HOW TO COMPLETE THIS TASK:
Go through the entries below and return every line that contains "solid".

RECORDS FOR THE EXERCISE:
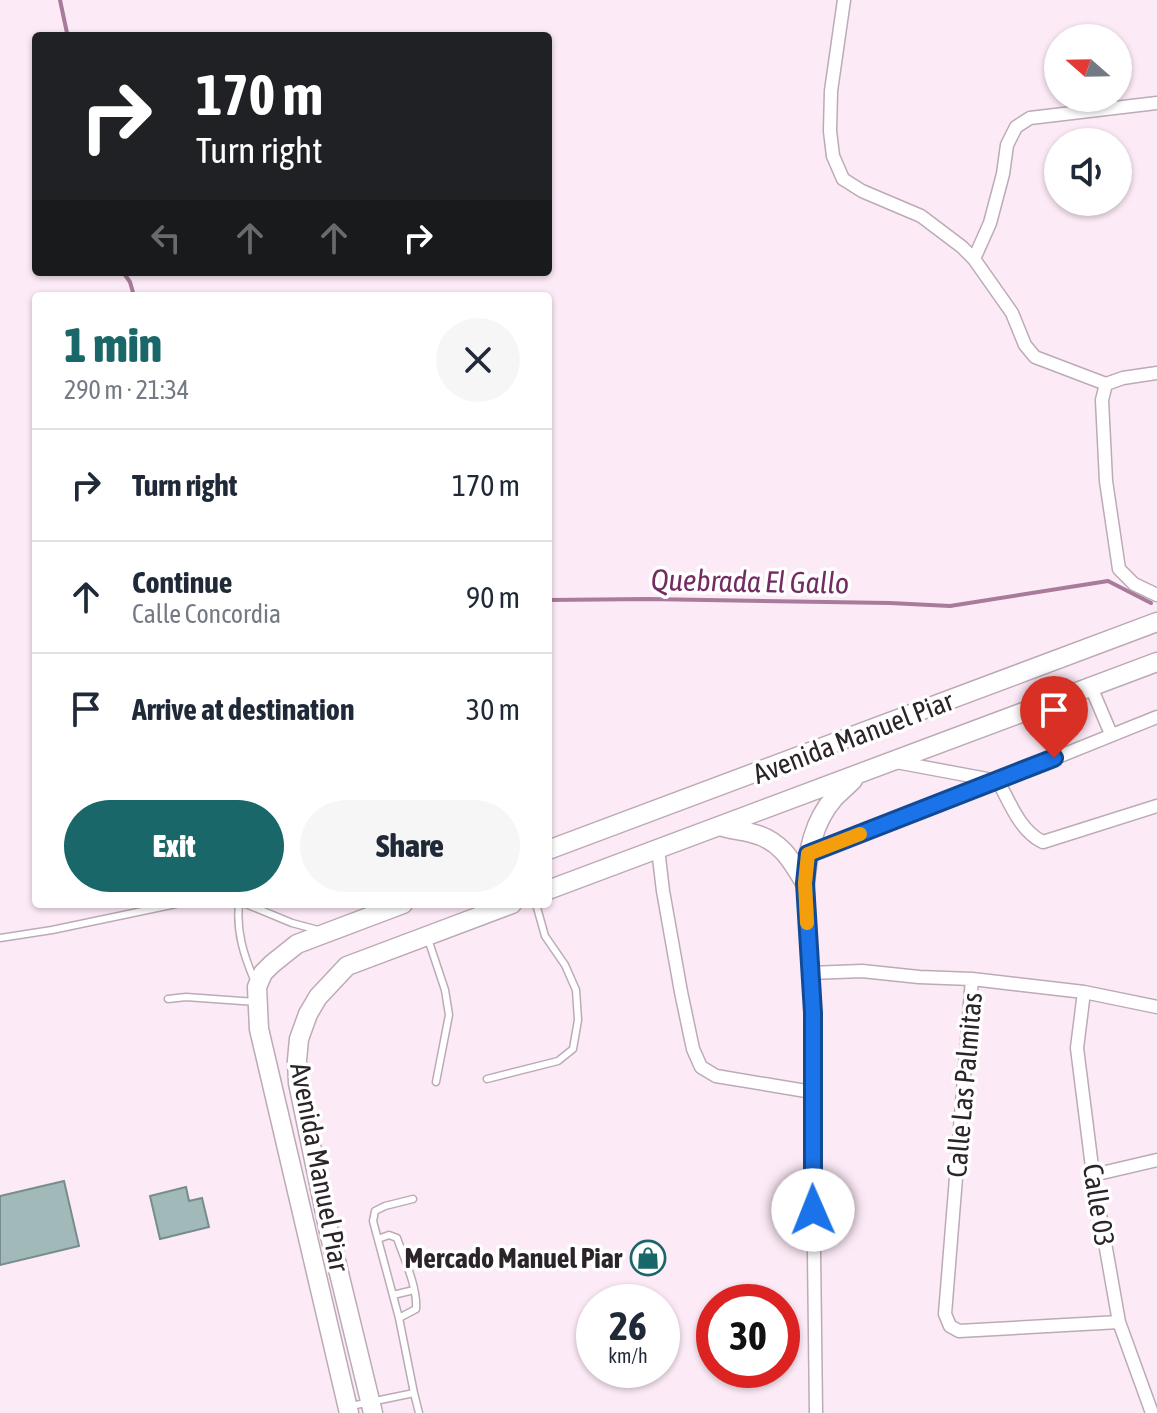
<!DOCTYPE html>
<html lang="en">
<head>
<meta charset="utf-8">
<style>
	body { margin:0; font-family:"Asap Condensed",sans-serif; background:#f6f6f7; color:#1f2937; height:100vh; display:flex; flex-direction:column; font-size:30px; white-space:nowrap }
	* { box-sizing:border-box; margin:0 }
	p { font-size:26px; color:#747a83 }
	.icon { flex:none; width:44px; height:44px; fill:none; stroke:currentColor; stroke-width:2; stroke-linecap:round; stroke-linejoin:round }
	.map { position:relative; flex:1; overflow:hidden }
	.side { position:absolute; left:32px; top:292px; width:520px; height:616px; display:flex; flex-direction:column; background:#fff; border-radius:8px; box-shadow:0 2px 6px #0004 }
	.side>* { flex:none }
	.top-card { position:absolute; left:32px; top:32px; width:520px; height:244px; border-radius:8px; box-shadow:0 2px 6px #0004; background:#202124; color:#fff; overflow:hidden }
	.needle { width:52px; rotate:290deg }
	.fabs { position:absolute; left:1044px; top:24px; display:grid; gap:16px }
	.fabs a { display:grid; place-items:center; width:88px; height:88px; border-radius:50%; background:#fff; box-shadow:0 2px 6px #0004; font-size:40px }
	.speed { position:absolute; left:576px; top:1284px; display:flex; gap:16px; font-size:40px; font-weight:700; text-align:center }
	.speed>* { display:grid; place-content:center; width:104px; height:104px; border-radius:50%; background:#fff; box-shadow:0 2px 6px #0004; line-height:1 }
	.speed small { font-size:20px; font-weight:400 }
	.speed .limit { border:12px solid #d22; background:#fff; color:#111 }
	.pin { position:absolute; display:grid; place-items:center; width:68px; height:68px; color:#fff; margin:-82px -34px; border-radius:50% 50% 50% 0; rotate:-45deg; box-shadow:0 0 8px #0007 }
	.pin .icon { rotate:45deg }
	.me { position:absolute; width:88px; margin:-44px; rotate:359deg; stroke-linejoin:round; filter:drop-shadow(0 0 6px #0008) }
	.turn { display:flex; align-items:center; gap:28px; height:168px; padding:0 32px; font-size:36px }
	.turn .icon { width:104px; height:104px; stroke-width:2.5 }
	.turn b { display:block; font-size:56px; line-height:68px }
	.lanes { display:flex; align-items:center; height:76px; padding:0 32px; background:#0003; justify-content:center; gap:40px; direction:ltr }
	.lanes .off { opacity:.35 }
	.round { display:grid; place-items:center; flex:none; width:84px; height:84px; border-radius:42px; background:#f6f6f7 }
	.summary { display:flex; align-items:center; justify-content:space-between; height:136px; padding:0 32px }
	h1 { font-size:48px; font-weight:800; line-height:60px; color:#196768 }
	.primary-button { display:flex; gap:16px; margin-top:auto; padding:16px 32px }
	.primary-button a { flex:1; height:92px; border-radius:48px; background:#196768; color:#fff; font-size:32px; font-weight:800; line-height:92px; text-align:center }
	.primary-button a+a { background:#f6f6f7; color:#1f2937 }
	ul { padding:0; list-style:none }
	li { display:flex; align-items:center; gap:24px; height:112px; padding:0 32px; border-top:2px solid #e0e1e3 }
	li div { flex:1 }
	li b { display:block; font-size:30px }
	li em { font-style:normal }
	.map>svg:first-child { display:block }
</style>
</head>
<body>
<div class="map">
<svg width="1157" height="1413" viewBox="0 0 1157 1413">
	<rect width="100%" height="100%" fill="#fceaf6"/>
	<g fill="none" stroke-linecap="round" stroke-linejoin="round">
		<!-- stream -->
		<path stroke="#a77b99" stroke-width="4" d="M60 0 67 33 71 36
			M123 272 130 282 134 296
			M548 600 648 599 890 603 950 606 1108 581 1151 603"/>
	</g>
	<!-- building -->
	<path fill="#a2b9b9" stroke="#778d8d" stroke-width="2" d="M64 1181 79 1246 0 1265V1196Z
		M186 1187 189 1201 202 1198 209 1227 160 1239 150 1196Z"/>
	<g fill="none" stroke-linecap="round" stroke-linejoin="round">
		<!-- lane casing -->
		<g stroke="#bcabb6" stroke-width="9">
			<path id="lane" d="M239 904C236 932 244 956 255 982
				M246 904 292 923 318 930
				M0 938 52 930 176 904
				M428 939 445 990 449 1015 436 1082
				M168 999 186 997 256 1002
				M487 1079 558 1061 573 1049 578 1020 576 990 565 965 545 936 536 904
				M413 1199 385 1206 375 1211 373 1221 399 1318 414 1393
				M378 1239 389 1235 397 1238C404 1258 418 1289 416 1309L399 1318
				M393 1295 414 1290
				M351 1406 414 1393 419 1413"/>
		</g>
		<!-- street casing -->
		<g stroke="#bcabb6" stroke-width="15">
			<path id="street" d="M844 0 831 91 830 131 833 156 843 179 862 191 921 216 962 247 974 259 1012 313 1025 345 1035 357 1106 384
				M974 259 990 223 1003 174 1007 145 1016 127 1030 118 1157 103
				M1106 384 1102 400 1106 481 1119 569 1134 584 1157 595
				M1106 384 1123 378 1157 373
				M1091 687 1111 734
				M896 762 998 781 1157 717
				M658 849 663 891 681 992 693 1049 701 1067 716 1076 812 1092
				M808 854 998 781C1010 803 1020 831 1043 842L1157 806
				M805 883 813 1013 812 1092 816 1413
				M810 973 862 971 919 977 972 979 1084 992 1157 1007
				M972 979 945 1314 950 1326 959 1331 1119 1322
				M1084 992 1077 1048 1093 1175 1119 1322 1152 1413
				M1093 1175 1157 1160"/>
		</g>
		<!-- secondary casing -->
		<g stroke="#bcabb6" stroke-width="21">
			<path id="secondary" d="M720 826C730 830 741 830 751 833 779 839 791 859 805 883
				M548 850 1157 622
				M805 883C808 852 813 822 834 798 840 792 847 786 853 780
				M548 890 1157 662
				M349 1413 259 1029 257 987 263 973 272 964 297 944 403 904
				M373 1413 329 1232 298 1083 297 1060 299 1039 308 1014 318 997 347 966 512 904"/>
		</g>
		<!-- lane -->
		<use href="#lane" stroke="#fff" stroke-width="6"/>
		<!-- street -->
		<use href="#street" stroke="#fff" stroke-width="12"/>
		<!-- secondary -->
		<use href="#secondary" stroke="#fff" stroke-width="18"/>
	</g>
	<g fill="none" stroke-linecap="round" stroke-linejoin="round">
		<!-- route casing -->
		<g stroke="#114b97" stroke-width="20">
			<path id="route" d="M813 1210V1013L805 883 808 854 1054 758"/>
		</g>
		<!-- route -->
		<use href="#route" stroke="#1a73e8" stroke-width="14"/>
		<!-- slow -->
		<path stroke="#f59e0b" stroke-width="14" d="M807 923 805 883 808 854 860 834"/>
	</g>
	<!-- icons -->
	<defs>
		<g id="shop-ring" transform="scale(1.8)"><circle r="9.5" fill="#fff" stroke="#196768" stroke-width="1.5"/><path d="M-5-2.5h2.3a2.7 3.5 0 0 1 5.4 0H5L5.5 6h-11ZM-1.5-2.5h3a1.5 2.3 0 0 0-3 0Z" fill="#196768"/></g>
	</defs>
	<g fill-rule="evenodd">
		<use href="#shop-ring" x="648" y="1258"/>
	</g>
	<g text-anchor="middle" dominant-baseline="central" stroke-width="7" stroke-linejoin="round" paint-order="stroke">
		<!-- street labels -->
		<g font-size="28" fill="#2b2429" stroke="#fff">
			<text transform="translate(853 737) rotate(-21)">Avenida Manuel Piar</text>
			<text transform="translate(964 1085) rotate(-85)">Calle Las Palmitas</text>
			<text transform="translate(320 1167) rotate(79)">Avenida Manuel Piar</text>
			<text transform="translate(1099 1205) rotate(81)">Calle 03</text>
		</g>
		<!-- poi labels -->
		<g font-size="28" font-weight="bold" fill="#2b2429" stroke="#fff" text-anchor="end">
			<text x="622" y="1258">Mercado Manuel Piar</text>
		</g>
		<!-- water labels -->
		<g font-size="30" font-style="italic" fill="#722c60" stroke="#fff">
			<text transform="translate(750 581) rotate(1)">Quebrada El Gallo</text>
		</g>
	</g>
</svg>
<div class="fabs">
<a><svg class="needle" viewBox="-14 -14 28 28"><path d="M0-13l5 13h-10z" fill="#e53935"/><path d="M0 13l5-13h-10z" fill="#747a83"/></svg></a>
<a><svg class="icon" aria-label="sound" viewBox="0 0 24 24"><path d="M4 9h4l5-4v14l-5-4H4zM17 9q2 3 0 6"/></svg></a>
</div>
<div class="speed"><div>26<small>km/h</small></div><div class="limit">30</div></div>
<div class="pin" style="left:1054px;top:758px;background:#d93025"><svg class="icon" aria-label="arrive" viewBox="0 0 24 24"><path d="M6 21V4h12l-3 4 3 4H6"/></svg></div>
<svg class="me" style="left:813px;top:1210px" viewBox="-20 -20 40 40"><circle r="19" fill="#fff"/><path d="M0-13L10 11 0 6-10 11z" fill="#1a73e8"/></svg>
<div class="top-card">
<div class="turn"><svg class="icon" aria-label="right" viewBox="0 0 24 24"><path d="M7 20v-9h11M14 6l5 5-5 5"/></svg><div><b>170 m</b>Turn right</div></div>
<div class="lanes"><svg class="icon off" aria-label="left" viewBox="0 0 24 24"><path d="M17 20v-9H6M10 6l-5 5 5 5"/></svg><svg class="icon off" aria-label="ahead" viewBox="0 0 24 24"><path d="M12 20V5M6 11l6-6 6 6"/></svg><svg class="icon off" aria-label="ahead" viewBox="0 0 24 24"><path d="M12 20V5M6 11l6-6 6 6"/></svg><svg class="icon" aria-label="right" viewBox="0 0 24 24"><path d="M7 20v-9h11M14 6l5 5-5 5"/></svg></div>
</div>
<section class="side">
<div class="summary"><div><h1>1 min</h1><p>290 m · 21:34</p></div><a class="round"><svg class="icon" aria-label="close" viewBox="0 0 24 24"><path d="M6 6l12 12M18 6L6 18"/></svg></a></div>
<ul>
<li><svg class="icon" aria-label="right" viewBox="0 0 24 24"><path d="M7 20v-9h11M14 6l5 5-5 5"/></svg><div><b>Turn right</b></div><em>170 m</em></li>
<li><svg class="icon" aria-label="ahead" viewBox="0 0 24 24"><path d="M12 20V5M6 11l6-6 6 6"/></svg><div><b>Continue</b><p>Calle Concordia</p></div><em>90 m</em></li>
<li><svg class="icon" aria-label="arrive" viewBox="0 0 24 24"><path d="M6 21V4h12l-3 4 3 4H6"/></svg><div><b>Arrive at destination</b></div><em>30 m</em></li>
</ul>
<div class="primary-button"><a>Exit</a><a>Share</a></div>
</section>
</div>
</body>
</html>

COMPLETED TASK:
	.speed .limit { border:12px solid #d22; background:#fff; color:#111 }
	li { display:flex; align-items:center; gap:24px; height:112px; padding:0 32px; border-top:2px solid #e0e1e3 }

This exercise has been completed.